The curve, which represented the yields of different maturity bonds, was used to evaluate the future of interest rates. The Reserve Bank of India would use all policy tools to combat inflation, Mohan said. "All of this is pointing toward higher interest rates,'' said R A Sankaranarayanan, chief of trading at state-owned Bank of India in Mumbai.
 
"There are better chances of an increase in the cash reserve ratio. We've already seen the yields moving up on those comments on the long-end of the curve.''
 
The yield on the benchmark 8.07 per cent bond due January 2017 rose 13 basis points, or 0.13 percentage, to 7.96 per cent as of the 5:30 pm close in Mumbai. That is the highest since August 30.
 
The price of the security fell 0.85, or 85 paise, to Rs 100.75, according to the central bank's trading system.
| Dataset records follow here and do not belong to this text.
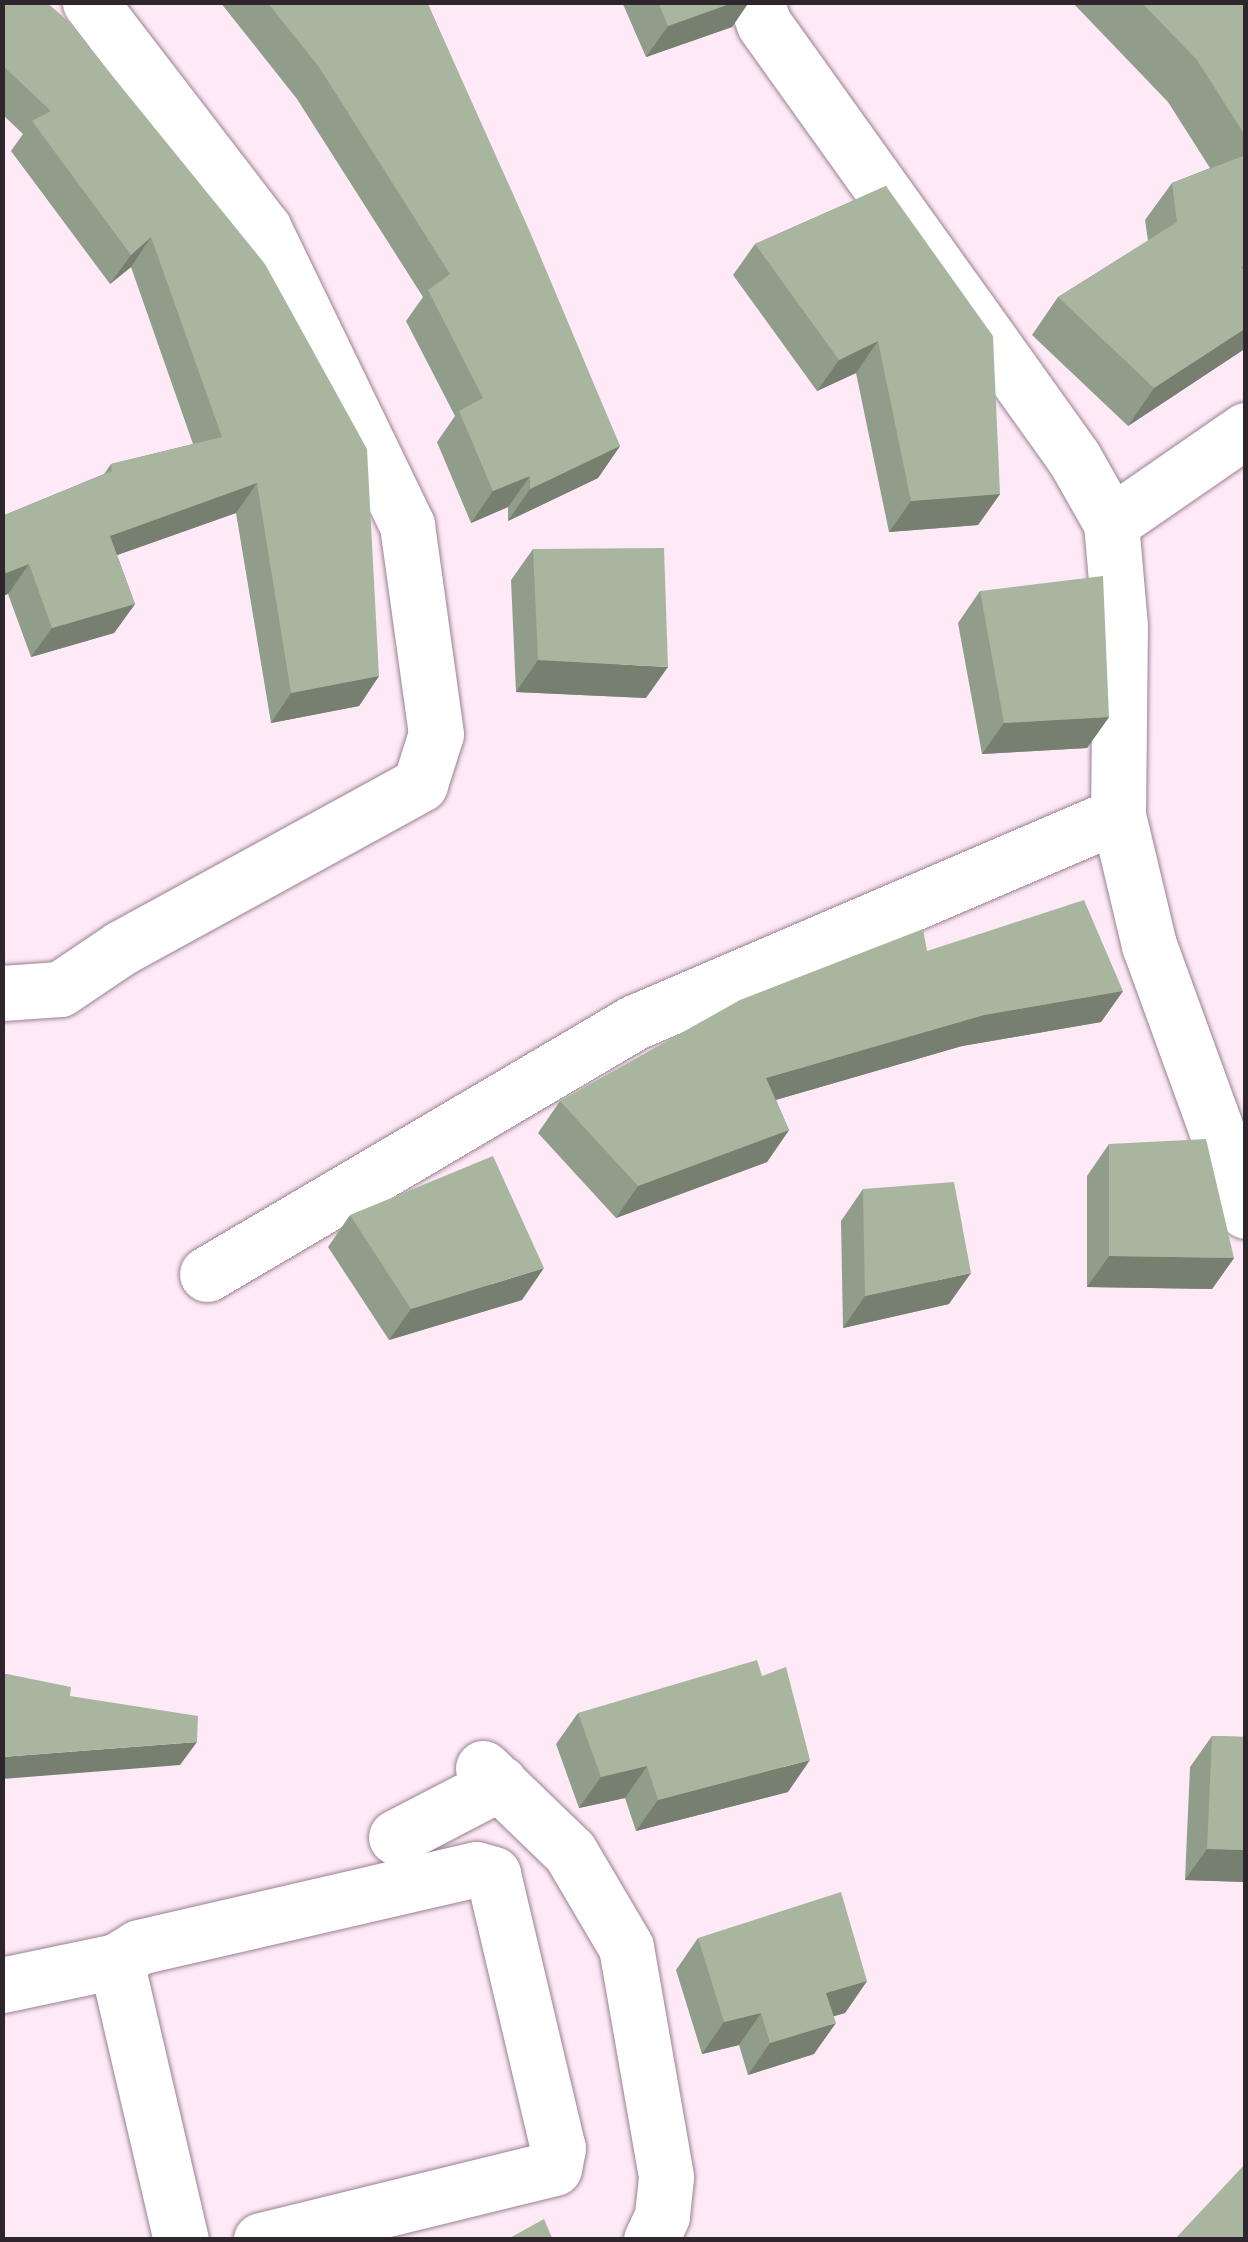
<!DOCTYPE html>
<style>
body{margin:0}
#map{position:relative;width:1248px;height:2242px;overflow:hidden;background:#fee9f7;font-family:Mulish,sans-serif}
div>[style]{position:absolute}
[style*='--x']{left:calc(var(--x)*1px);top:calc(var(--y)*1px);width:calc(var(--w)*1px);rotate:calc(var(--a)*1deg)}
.roads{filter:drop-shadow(0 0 2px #998191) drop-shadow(0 0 2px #998191)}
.street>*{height:55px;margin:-27.5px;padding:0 27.5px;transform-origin:27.5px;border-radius:27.5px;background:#fff}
.wall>*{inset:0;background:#909d8a}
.shaded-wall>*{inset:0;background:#767f70}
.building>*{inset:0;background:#a8b6a0}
span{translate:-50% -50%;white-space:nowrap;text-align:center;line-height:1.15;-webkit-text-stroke:8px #fff;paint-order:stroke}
.frame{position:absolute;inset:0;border:5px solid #2f252c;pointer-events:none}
</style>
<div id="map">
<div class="roads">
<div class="street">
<i style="--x:756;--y:2;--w:23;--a:70"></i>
<i style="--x:764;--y:24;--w:533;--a:54.46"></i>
<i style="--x:1074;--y:458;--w:75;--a:60.4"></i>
<i style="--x:1111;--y:523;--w:103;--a:85"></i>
<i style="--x:1120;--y:626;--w:189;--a:90.6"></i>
<i style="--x:1118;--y:815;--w:134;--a:76.6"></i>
<i style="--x:1149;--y:945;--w:283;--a:70"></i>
<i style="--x:1111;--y:523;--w:164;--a:-34.6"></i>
<i style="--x:2;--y:993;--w:58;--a:-3.9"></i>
<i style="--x:60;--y:989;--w:73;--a:-33.9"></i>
<i style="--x:121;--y:948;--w:341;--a:-28.7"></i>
<i style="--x:420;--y:784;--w:52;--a:-72.3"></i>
<i style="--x:436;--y:734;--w:211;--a:-97.9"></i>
<i style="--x:407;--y:525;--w:329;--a:-115.8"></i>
<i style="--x:264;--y:229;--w:286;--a:-127.5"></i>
<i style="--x:207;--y:1274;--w:497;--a:-30.5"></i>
<i style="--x:635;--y:1022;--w:525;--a:-23.2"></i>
<i style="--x:483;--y:1768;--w:121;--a:44"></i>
<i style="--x:570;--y:1852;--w:110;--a:59.5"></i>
<i style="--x:626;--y:1947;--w:233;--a:80.1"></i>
<i style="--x:666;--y:2177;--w:39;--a:96"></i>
<i style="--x:662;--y:2216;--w:26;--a:115"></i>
<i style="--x:396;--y:1837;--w:117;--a:-27.4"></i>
<i style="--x:116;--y:1961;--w:286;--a:76.9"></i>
<i style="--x:2;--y:1985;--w:116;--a:-11.9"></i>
<i style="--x:116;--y:1961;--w:27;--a:-31"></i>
<i style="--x:139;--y:1947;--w:346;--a:-13"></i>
<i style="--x:476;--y:1869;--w:18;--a:16"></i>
<i style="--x:493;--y:1874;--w:282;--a:76.7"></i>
<i style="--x:558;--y:2148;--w:20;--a:101"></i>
<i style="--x:554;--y:2168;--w:302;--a:166.2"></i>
</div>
</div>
<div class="wall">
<i style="clip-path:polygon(2px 2px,46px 2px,379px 676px,359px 706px,271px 723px,236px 513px,117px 555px,135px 604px,114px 633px,31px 657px,8px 594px,2px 596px,2px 516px,104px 474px,111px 464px,193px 444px,131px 267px,110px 284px,11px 151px,23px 134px,2px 114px)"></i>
<i style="clip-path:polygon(220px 2px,427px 2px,620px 446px,598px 478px,508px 521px,508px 507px,471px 523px,437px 442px,455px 416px,406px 321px,423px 297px,297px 99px)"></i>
<i style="clip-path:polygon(622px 2px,749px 2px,732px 27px,646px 57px)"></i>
<i style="clip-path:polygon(1072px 2px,1246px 2px,1246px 348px,1128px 426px,1032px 335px,1058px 297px,1148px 241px,1145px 220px,1172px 183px,1210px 168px,1168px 102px)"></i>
<i style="clip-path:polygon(886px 186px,1000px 494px,978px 525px,889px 532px,856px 373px,817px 391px,733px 275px,755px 244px)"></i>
<i style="clip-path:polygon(533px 549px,646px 698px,516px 692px,511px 580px)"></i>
<i style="clip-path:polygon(980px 591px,1109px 717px,1087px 748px,982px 754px,958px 623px)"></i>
<i style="clip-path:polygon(927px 951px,1123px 991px,1101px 1022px,962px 1046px,776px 1100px,789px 1130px,767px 1162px,616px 1218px,538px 1133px,560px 1101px)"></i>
<i style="clip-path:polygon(1109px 1144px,1234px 1258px,1212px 1289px,1087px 1287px,1087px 1176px)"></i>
<i style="clip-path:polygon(863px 1189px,949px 1304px,843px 1328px,841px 1221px)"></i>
<i style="clip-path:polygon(350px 1215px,522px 1300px,389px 1340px,328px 1247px)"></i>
<i style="clip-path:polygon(762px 1676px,788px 1792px,636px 1831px,625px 1798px,579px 1808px,556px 1744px,578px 1713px)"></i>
<i style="clip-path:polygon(1212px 1736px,1246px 1737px,1246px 1882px,1185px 1880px,1190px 1767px)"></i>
<i style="clip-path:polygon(698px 1938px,867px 1981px,845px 2013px,834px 2016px,814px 2054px,748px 2075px,739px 2045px,702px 2054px,676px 1970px)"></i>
</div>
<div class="shaded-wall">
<i style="clip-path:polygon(735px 2px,749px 2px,732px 27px,646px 57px,668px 26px)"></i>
<i style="clip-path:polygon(151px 237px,131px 267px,110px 284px,131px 255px)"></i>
<i style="clip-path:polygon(1246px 328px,1246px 348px,1128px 426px,1154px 388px)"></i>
<i style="clip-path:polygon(878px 341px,856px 373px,817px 391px,839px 360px)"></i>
<i style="clip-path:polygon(620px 446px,598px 478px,508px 521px,530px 489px)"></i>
<i style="clip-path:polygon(530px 476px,508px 507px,471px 523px,493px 491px)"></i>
<i style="clip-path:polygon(257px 483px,236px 513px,89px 565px,110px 536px)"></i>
<i style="clip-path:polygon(1000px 494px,978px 525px,889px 532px,911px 501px)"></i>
<i style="clip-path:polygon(29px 564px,8px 594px,2px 596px,2px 577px,6px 573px)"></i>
<i style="clip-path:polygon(135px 604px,114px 633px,31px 657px,52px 628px)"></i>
<i style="clip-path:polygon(538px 660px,668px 667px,646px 698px,516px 692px)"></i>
<i style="clip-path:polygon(379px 676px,359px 706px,271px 723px,291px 693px)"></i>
<i style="clip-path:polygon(1109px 717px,1087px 748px,982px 754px,1004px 723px)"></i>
<i style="clip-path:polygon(1123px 991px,1101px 1022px,962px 1046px,744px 1109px,766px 1078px,984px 1015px)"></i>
<i style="clip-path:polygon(789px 1130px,767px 1162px,616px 1218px,638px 1186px)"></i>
<i style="clip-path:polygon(1109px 1256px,1234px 1258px,1212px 1289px,1087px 1287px)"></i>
<i style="clip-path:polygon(544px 1268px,522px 1300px,389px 1340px,411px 1309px)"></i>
<i style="clip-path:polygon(971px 1273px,949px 1304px,843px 1328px,865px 1296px)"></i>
<i style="clip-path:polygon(197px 1742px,180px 1765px,2px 1779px,2px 1757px)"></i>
<i style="clip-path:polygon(810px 1760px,788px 1792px,636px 1831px,658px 1800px)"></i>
<i style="clip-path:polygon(647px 1766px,625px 1798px,579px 1808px,601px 1777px)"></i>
<i style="clip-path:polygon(1207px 1849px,1246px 1850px,1246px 1882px,1185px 1880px)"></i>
<i style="clip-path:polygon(867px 1981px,845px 2013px,804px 2025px,826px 1993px)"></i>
<i style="clip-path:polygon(761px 2013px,739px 2045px,702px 2054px,724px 2022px)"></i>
<i style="clip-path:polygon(836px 2023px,814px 2054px,748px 2075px,770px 2043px)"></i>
</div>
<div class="building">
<i style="clip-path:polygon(2px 2px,46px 2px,67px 20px,265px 264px,367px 449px,379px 676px,291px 693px,257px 483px,110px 536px,135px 604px,52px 628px,29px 564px,6px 573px,2px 564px,2px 516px,112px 471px,111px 464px,222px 437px,151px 237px,131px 255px,32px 121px,51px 111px,2px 65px)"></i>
<i style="clip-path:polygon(267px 2px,427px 2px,530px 232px,620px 446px,530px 489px,530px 476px,493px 491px,459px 411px,483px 398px,428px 290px,450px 274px,319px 67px)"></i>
<i style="clip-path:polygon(658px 2px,735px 2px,668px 26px)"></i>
<i style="clip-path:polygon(1141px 2px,1246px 2px,1246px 137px,1197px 60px)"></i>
<i style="clip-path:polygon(1246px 155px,1246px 265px,1241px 267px,1246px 273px,1246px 328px,1154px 388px,1058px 297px,1177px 222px,1172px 183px)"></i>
<i style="clip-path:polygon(886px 186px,993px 336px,1000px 494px,911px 501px,878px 341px,839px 360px,755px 244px)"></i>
<i style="clip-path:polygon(664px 548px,668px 667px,538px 660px,533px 549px)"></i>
<i style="clip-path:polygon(1103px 576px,1109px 717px,1004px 723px,980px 591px)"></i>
<i style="clip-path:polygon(1084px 900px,1123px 991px,984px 1015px,766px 1078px,789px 1130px,638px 1186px,560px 1101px,740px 1000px,923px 929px,927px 951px)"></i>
<i style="clip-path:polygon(1206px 1139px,1234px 1258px,1109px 1256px,1109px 1144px)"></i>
<i style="clip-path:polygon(493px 1156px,544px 1268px,411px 1309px,350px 1215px)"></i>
<i style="clip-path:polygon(954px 1182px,971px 1273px,865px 1296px,863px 1189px)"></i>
<i style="clip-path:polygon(757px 1660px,762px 1676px,786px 1667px,810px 1760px,658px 1800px,647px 1766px,601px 1777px,578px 1713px)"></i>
<i style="clip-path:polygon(2px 1673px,71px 1687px,70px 1696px,198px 1716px,197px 1742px,2px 1757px)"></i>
<i style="clip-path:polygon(1212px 1736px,1246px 1737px,1246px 1850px,1207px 1849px)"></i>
<i style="clip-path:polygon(841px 1892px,867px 1981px,826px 1993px,836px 2023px,770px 2043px,761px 2013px,724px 2022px,698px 1938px)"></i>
<i style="clip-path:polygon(1246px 2163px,1246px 2240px,1174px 2240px)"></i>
<i style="clip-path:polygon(544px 2219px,553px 2240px,506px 2240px)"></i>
</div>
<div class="frame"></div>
</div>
The fall today is the biggest since January 12.
 
The central bank, which raised the overnight lending rate for the fifth time in a year on January 31, is fighting to prevent inflation from derailing economic growth that reached an unprecedented 9 per cent in the year ended March 31, 2006.
 
"The firming up of inflation bothers us,'' Mohan said."It does represent a key concern for us in overall macroeconomic management.''
 
The Reserve Bank in December also decided to raise the amount of cash lenders must set aside to cover deposits, or cash reserve ratio, by half a percentage, to remove excess cash from the banking system.
 
Inflation accelerated to 6.58 per cent in the week ended January 27, the fastest pace in more than two years, the government said on February 9. That was more than a percentage higher than the upper end of the 5 per cent to 5.5 per cent range targeted by the central bank for the financial year through March.
 
``Changes in the short-term rates have not transmitted to the longer end of the yield curve,'' Mohan said. "There's a great compression of spreads and the yield curve has flattened.''
 
Bonds may pare losses on speculation an increase in cash surpluses with banks will encourage them to buy debt.
 
"There is speculation the central bank sold the rupee in the currency market which boosted the cash surplus in the system,'' said Rajesh Babu, a trader at state-owned Andhra Bank in Mumbai. "That may help bonds recover losses.''
 
The central bank net drained funds from the banking system for four days through today. Before that the bank had been adding funds to the system since December 13.